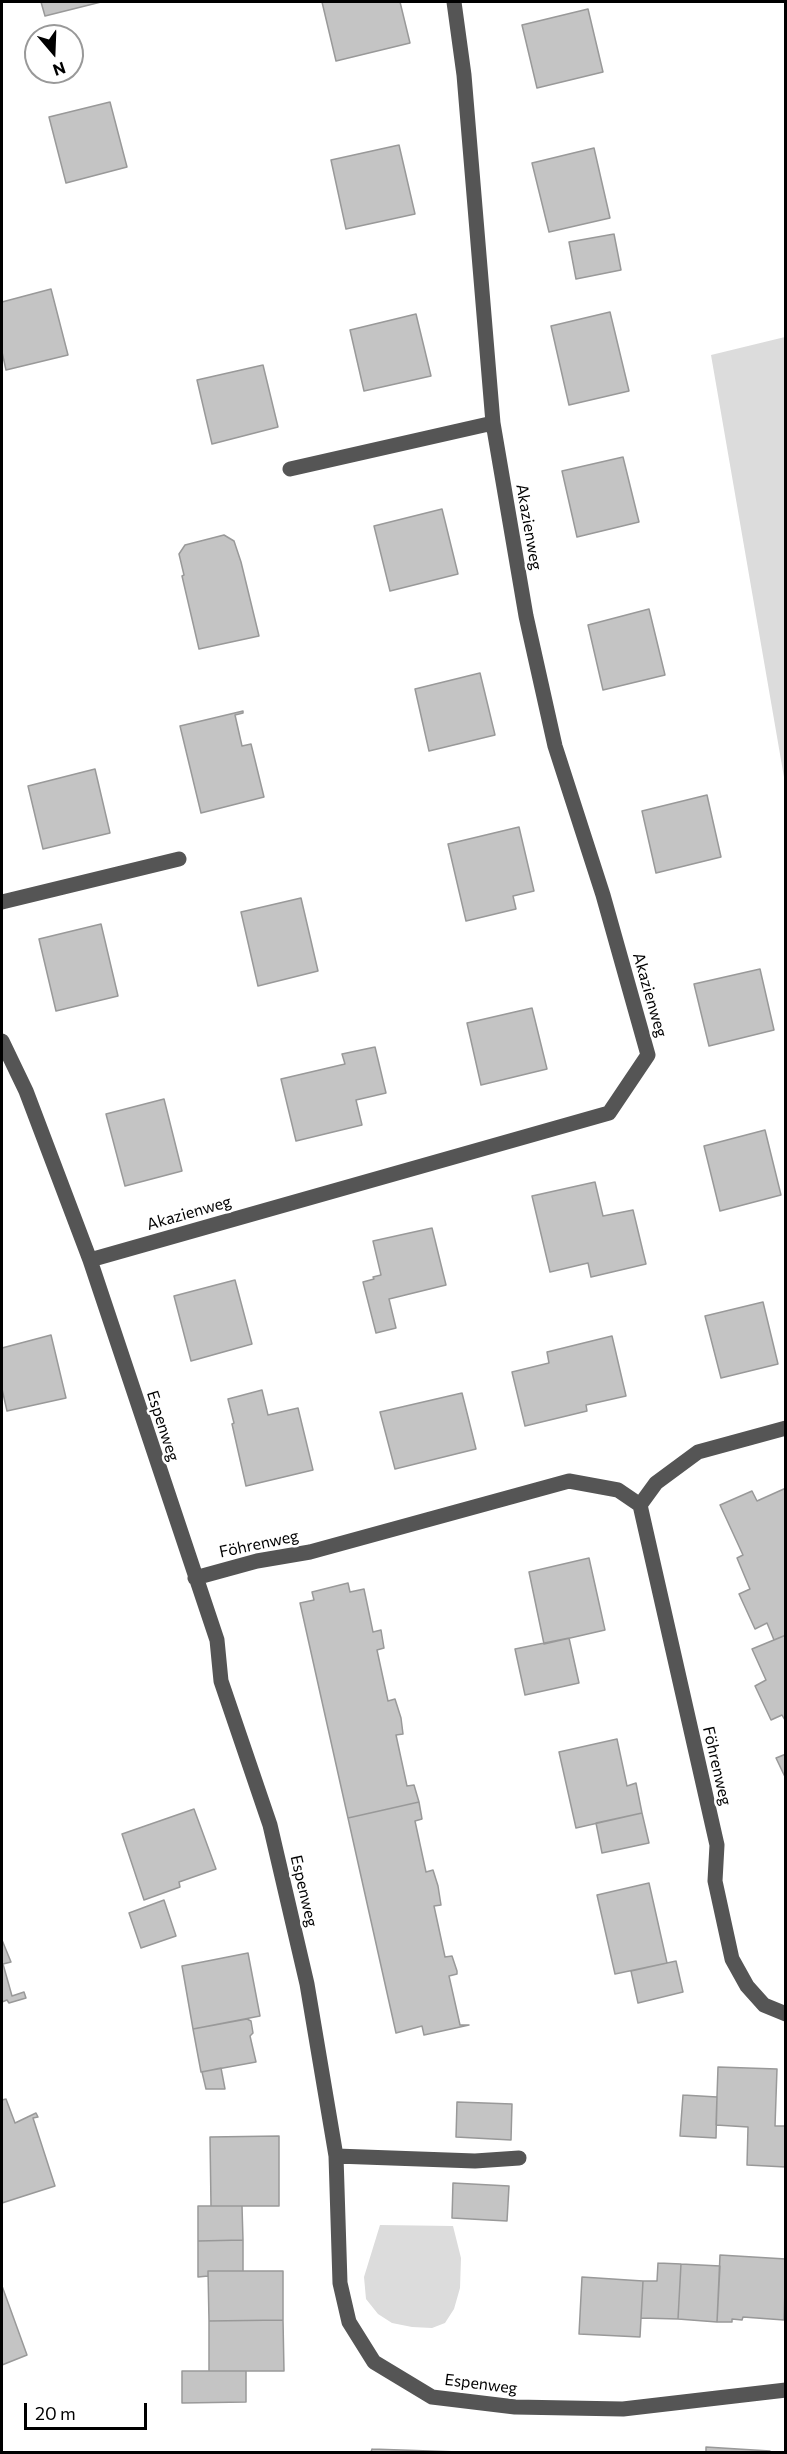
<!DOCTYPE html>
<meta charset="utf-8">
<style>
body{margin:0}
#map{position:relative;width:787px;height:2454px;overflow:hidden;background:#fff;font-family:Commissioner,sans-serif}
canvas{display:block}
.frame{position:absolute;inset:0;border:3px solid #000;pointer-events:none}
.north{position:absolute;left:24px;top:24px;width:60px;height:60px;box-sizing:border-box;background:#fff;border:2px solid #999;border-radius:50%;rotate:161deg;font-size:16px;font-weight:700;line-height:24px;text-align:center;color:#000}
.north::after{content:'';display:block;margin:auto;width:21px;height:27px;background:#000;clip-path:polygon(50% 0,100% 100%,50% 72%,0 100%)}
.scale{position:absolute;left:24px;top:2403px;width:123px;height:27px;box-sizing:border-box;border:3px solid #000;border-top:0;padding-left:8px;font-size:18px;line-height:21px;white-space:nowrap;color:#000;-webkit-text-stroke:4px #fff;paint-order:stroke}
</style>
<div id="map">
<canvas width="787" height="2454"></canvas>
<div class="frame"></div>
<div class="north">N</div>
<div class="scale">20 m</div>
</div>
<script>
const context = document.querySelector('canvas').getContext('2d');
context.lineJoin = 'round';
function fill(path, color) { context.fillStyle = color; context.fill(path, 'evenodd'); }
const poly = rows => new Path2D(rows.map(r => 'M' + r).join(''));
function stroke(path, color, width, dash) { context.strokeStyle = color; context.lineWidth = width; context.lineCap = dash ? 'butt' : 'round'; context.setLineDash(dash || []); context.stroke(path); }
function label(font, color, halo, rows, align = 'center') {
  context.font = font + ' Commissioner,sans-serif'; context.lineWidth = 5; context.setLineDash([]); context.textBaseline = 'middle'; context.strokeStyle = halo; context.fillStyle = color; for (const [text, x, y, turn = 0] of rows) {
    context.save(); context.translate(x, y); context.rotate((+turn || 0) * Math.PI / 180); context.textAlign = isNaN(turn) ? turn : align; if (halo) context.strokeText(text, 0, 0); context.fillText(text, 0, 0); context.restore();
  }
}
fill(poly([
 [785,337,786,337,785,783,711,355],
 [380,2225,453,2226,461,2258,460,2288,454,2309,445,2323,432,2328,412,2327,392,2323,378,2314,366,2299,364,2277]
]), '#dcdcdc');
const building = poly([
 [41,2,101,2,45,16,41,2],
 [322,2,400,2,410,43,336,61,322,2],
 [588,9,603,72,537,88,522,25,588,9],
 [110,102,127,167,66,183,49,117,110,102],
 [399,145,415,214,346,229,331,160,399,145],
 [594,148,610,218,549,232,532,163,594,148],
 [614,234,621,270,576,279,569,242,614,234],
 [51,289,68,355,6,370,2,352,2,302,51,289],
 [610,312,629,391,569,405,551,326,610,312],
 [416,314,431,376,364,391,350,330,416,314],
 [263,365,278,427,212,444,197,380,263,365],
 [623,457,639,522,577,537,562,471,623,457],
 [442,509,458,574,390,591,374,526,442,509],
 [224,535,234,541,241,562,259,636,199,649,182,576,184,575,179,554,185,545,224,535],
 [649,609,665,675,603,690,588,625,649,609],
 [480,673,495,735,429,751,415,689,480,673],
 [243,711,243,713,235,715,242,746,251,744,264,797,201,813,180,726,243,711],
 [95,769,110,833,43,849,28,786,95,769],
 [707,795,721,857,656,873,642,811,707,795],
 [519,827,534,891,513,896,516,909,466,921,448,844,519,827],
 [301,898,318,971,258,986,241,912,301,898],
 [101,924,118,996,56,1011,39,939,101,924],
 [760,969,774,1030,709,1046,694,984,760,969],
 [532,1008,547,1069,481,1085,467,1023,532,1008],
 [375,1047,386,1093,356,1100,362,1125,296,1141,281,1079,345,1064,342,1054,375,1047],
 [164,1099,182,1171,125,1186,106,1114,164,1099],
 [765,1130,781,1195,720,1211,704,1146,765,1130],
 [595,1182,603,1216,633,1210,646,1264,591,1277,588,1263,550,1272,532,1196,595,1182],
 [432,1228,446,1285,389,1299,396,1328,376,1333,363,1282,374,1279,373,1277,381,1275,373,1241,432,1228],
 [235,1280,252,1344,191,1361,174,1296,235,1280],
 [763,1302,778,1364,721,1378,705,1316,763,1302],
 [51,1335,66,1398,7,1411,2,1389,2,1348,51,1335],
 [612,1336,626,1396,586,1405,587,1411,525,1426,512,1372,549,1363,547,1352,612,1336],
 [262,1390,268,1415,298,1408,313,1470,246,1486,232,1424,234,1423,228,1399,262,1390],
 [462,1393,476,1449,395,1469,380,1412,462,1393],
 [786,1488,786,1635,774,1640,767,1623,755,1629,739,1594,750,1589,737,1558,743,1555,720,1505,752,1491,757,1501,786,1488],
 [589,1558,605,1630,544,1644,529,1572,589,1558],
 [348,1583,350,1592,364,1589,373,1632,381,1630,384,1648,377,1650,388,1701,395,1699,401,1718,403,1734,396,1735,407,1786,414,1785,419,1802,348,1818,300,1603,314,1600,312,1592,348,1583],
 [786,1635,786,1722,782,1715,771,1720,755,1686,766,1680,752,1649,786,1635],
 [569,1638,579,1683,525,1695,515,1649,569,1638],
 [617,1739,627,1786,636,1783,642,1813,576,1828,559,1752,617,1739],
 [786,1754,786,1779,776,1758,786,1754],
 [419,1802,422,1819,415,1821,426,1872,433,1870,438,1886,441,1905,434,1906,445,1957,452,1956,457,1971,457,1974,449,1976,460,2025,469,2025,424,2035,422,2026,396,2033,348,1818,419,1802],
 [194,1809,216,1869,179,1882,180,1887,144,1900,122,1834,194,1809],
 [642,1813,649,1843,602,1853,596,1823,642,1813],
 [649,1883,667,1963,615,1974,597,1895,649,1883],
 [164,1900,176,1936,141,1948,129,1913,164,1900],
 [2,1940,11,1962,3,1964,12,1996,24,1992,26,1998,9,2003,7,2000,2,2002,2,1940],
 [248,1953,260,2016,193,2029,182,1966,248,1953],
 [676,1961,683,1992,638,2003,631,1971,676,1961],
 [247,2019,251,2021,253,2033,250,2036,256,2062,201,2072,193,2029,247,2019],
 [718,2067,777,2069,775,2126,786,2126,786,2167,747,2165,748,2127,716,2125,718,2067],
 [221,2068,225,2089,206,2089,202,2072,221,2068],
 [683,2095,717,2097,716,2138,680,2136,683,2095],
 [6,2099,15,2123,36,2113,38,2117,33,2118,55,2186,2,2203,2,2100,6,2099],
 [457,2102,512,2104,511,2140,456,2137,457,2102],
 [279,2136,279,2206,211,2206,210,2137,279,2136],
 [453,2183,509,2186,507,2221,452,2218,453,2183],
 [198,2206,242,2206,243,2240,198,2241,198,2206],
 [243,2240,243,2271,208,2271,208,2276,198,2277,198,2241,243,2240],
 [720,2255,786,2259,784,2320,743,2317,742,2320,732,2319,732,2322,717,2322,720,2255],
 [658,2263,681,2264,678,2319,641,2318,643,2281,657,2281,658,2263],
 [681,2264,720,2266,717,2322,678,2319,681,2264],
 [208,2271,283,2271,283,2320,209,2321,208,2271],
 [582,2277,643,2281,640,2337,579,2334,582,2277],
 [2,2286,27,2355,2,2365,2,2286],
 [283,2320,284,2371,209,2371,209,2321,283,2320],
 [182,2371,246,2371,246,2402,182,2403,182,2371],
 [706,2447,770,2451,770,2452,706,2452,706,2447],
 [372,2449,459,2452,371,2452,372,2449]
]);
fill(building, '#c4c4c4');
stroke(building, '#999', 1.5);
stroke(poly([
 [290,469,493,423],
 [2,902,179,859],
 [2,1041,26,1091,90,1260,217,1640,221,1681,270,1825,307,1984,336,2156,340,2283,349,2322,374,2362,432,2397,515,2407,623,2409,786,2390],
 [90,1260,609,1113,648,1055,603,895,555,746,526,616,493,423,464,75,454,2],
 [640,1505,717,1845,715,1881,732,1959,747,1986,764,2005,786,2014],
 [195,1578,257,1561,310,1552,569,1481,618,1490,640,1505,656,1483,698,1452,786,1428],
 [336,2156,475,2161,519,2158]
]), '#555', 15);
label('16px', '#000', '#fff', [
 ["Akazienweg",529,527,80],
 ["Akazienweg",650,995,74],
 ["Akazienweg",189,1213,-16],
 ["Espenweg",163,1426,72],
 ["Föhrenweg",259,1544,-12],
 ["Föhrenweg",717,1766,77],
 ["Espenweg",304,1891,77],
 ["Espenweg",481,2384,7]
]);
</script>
---
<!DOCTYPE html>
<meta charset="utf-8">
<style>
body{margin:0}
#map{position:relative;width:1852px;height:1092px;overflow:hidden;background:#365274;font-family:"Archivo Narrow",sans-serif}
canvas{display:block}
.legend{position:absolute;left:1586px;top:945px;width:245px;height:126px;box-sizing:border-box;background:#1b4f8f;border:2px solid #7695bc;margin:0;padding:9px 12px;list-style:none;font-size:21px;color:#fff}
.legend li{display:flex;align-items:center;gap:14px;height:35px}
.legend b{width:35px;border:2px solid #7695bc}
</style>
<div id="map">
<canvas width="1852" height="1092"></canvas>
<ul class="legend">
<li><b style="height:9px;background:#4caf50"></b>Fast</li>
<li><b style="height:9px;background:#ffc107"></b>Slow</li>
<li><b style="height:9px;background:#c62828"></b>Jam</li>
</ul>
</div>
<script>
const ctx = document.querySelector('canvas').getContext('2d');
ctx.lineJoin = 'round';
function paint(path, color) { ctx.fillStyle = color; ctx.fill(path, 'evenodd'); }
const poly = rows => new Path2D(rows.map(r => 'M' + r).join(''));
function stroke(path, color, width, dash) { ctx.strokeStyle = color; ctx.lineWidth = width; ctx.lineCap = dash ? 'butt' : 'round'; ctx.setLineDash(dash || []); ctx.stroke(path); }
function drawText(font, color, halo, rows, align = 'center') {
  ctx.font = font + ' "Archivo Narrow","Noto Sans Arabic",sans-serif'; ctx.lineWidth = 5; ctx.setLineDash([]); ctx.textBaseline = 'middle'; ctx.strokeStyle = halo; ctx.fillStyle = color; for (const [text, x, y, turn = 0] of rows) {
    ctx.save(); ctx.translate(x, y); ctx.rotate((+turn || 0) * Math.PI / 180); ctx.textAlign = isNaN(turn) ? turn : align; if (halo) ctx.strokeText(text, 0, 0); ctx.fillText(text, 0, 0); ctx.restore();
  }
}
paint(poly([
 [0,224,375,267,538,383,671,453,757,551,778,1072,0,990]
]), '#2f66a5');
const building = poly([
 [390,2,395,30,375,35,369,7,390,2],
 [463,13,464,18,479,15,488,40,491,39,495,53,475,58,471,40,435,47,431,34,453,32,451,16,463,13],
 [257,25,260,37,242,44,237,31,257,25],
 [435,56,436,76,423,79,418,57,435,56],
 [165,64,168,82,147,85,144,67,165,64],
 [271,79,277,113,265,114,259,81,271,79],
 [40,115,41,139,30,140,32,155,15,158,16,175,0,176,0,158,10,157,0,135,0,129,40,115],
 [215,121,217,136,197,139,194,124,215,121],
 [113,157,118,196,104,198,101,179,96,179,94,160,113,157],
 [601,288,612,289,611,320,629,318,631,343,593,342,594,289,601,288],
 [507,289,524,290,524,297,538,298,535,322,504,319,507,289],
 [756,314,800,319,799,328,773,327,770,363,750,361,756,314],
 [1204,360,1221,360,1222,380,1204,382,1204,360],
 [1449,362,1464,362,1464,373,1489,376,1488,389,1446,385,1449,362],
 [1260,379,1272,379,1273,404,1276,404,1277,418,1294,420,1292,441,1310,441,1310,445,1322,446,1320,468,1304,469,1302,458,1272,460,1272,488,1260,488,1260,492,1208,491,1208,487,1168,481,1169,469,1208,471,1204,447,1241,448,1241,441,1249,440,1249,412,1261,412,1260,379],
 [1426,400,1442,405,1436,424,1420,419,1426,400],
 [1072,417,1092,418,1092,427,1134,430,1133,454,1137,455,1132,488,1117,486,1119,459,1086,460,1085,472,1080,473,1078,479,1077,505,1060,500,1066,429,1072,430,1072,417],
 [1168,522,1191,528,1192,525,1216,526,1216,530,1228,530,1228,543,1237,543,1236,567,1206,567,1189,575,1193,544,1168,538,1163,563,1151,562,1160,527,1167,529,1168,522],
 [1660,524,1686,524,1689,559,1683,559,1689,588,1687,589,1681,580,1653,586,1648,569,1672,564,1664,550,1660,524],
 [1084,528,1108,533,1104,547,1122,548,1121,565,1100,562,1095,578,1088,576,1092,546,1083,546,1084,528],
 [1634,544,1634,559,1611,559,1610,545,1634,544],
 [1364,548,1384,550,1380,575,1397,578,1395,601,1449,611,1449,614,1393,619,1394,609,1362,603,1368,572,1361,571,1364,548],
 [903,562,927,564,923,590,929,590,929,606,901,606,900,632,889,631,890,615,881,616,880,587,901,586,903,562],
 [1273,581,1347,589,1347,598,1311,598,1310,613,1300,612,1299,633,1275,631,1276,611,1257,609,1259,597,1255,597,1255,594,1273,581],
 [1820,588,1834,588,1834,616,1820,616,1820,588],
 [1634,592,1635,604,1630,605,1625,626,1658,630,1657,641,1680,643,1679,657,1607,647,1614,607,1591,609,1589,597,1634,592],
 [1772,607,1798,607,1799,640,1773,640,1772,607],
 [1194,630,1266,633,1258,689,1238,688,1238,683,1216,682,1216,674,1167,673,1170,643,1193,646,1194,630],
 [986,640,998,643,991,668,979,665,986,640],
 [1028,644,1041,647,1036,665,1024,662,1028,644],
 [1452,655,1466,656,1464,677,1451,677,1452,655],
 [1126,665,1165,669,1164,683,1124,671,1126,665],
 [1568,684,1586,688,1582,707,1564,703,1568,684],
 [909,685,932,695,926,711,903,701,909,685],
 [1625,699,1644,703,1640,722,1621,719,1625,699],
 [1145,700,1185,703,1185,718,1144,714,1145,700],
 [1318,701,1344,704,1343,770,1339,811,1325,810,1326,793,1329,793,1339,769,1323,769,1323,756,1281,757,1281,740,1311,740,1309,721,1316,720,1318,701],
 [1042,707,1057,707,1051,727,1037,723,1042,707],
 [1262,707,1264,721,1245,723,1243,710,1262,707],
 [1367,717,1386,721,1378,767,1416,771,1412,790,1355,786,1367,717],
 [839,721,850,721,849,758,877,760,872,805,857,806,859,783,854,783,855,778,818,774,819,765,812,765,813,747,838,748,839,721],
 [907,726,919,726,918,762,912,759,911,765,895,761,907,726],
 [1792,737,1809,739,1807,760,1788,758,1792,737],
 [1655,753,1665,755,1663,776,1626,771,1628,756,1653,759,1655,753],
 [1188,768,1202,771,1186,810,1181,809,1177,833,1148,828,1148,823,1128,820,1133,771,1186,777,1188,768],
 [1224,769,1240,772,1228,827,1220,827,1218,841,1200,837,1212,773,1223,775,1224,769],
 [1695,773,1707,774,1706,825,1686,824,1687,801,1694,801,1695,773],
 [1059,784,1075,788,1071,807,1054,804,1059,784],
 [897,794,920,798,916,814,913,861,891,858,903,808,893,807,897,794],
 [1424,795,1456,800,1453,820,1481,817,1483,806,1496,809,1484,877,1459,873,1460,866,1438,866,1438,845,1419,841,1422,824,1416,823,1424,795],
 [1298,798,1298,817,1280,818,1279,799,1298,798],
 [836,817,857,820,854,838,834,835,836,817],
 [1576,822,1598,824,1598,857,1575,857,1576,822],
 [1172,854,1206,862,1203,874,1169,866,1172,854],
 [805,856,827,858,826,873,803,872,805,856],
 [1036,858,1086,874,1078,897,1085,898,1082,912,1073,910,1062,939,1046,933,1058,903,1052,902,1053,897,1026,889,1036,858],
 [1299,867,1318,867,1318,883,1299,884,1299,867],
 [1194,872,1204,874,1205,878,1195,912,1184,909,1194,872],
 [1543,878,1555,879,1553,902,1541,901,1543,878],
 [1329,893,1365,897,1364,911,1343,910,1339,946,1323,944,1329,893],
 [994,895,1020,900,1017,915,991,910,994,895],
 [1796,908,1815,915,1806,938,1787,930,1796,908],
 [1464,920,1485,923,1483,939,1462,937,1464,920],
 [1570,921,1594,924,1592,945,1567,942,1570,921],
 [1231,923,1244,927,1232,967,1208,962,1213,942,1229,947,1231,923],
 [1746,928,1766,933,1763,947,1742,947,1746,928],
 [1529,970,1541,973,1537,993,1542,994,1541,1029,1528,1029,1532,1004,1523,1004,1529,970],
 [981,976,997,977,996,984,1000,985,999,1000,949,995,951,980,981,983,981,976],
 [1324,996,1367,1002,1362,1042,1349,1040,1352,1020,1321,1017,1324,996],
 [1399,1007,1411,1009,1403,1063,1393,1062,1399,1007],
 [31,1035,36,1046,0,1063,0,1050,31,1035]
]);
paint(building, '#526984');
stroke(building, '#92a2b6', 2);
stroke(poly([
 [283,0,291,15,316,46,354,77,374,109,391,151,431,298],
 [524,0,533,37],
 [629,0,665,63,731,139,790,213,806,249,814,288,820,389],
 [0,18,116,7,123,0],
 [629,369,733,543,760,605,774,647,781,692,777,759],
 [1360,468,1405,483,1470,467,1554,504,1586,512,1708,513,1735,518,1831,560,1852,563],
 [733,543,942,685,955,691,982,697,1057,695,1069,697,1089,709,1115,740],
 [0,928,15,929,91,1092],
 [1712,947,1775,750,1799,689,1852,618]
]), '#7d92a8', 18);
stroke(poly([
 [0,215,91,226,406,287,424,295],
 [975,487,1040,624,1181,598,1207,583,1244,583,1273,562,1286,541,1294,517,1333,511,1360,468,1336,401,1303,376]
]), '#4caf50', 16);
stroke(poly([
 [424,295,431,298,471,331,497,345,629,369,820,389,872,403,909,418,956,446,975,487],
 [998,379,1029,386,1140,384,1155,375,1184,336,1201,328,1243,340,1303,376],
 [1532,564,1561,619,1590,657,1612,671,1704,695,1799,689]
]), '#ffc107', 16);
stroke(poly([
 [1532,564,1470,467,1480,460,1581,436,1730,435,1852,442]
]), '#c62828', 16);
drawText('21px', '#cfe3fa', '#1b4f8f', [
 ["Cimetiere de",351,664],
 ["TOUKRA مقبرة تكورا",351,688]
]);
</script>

▶ TASK TO CARRY OUT: Above are the records; from them, give again exactly the lines from the one containing "function fill(path, color)" through the one containing "context.strokeStyle = color;", both included.

▶ WRITTEN REPLY:
function fill(path, color) { context.fillStyle = color; context.fill(path, 'evenodd'); }
const poly = rows => new Path2D(rows.map(r => 'M' + r).join(''));
function stroke(path, color, width, dash) { context.strokeStyle = color; context.lineWidth = width; context.lineCap = dash ? 'butt' : 'round'; context.setLineDash(dash || []); context.stroke(path); }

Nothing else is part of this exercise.